Traducendo Il meraviglioso mago di Oz di Frank Baum, mi sono imbattuta in un curiosissimo saggio di Ray Bradbury sul meraviglioso mago («Per le cose meravigliose che fa», prefazione a Il meraviglioso mago di Oz, Feltrinelli, trad. mia, di prossima pubblicazione). Bradbury propone un piccolo test al lettore: scegliere un amico, bendarlo, fargli fare un giro nella stanza e poi condurlo davanti a un tavolo dove sono stati sistemati due libri (in questo caso Il meraviglioso mago di Oz, appunto, e Alice nel Paese delle Meraviglie) e a quel punto chiedergli di abbassare piano piano la mano fino a toccare uno dei due libri. Come avverrà la scelta?

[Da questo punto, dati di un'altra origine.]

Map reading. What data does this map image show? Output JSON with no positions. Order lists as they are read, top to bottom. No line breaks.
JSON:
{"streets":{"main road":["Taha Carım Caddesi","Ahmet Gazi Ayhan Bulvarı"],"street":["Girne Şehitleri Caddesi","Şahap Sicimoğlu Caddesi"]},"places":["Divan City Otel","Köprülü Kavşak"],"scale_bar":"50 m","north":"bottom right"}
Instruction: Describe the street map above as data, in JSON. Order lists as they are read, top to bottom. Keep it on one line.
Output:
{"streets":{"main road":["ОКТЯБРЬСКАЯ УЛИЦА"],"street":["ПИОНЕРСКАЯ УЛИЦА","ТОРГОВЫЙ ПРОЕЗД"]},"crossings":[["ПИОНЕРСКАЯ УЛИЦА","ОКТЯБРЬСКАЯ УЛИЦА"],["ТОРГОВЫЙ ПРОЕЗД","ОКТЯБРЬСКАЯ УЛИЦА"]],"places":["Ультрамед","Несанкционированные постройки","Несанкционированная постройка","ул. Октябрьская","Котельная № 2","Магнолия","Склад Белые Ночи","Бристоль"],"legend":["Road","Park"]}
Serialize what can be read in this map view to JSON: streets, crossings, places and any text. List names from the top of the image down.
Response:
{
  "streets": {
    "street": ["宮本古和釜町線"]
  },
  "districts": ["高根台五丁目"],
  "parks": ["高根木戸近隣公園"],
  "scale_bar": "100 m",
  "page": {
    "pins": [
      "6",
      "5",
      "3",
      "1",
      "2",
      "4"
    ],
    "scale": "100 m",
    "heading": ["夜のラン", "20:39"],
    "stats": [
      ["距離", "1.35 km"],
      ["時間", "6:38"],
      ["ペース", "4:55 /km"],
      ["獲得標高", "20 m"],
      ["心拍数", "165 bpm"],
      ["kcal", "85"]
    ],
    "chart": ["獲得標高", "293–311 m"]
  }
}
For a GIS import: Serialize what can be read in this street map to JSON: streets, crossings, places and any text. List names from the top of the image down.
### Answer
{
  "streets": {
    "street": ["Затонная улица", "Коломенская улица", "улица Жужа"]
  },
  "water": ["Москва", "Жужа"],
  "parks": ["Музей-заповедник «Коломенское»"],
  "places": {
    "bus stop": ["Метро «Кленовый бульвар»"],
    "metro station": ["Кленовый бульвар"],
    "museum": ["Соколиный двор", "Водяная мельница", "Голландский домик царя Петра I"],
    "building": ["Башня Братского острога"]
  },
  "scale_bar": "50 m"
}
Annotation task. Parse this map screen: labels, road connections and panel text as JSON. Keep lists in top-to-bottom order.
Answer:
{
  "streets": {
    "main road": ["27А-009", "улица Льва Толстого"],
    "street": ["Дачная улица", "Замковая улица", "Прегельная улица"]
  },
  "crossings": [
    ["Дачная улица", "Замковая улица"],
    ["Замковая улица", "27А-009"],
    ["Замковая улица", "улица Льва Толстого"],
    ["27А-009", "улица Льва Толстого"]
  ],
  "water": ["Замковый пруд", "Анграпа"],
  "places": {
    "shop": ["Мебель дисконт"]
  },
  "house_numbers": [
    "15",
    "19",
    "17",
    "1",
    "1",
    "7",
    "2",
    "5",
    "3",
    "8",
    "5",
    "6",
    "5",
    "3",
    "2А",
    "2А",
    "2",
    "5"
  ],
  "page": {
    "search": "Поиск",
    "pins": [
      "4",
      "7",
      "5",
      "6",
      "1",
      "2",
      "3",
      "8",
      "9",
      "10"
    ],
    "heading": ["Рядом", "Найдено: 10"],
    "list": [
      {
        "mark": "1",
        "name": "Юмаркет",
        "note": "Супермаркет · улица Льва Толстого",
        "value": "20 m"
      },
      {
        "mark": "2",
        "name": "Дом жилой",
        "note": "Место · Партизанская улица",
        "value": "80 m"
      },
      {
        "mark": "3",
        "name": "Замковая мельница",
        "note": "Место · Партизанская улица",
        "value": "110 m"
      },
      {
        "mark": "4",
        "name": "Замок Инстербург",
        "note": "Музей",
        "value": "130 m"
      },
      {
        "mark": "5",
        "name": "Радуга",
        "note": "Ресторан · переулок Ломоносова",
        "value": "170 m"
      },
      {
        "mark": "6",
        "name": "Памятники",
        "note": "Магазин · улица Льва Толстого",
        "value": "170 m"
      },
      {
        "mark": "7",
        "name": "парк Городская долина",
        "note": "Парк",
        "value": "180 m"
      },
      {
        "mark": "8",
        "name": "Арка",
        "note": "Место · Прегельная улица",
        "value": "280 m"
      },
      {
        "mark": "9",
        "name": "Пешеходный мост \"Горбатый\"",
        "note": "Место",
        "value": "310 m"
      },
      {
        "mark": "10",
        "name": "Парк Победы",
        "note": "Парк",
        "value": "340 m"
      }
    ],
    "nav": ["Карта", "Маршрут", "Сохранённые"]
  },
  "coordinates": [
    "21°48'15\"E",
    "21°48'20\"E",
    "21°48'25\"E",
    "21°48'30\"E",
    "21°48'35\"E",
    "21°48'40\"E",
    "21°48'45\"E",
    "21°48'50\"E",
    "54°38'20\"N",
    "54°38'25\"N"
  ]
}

Bradbury parla di una temperatura del libro, di una sorta di atmosfera, di clima che trasuda in alto, in direzione delle dita ancora indecise.
Dal Paese delle Meraviglie un paesaggio invernale, dove, quando i personaggi parlano, se ne vede il fiato. Una temperatura intorno a zero gradi. Da Oz un’aria da panetteria. Oz è la terra dell’agosto perenne, accarezzata dai venti di scirocco che soffiano dai deserti che la circondano, da ogni lato.
Il traduttore, quindi, ancor più del lettore, dovrebbe essere capace, avvicinando le dita al libro sul tavolo, di stabilirne la temperatura.
Traducendo «Un viaggio all’estero» (tit. or. «One trip abroad»; in Francis Scott Fitzgerald, Racconti, Feltrinelli, a cura di Franca Cavagnoli, Milano 2013), coevo a Tenera è la notte, mi sono chiesta, dunque, che temperatura avesse e se questa temperatura fosse la stessa della scrittura di Fitzgerald in generale. Mi sono accorta che il viaggio dei Kelly, di Nelson e Nicole, la giovane coppia di americani protagonista della storia, altro non è che un progressivo e ineluttabile movimento da sud verso nord, dal caldo al freddo.
In «Un viaggio all’estero», la temperatura s’abbassa lentamente, grado dopo grado, pagina dopo pagina. Si parte da Algeri, dai margini del deserto ai confini con l’Egitto, si passa per Sorrento, Parigi, Montecarlo e la Costa Azzurra e si finisce in Svizzera, paese «dove cominciano poche cose, ma molte finiscono». È Fitzgerald stesso a suggerirci, all’inizio della quarta e ultima parte del racconto, che l’elemento geografico (e quindi climatico, aggiungerei) non va trascurato.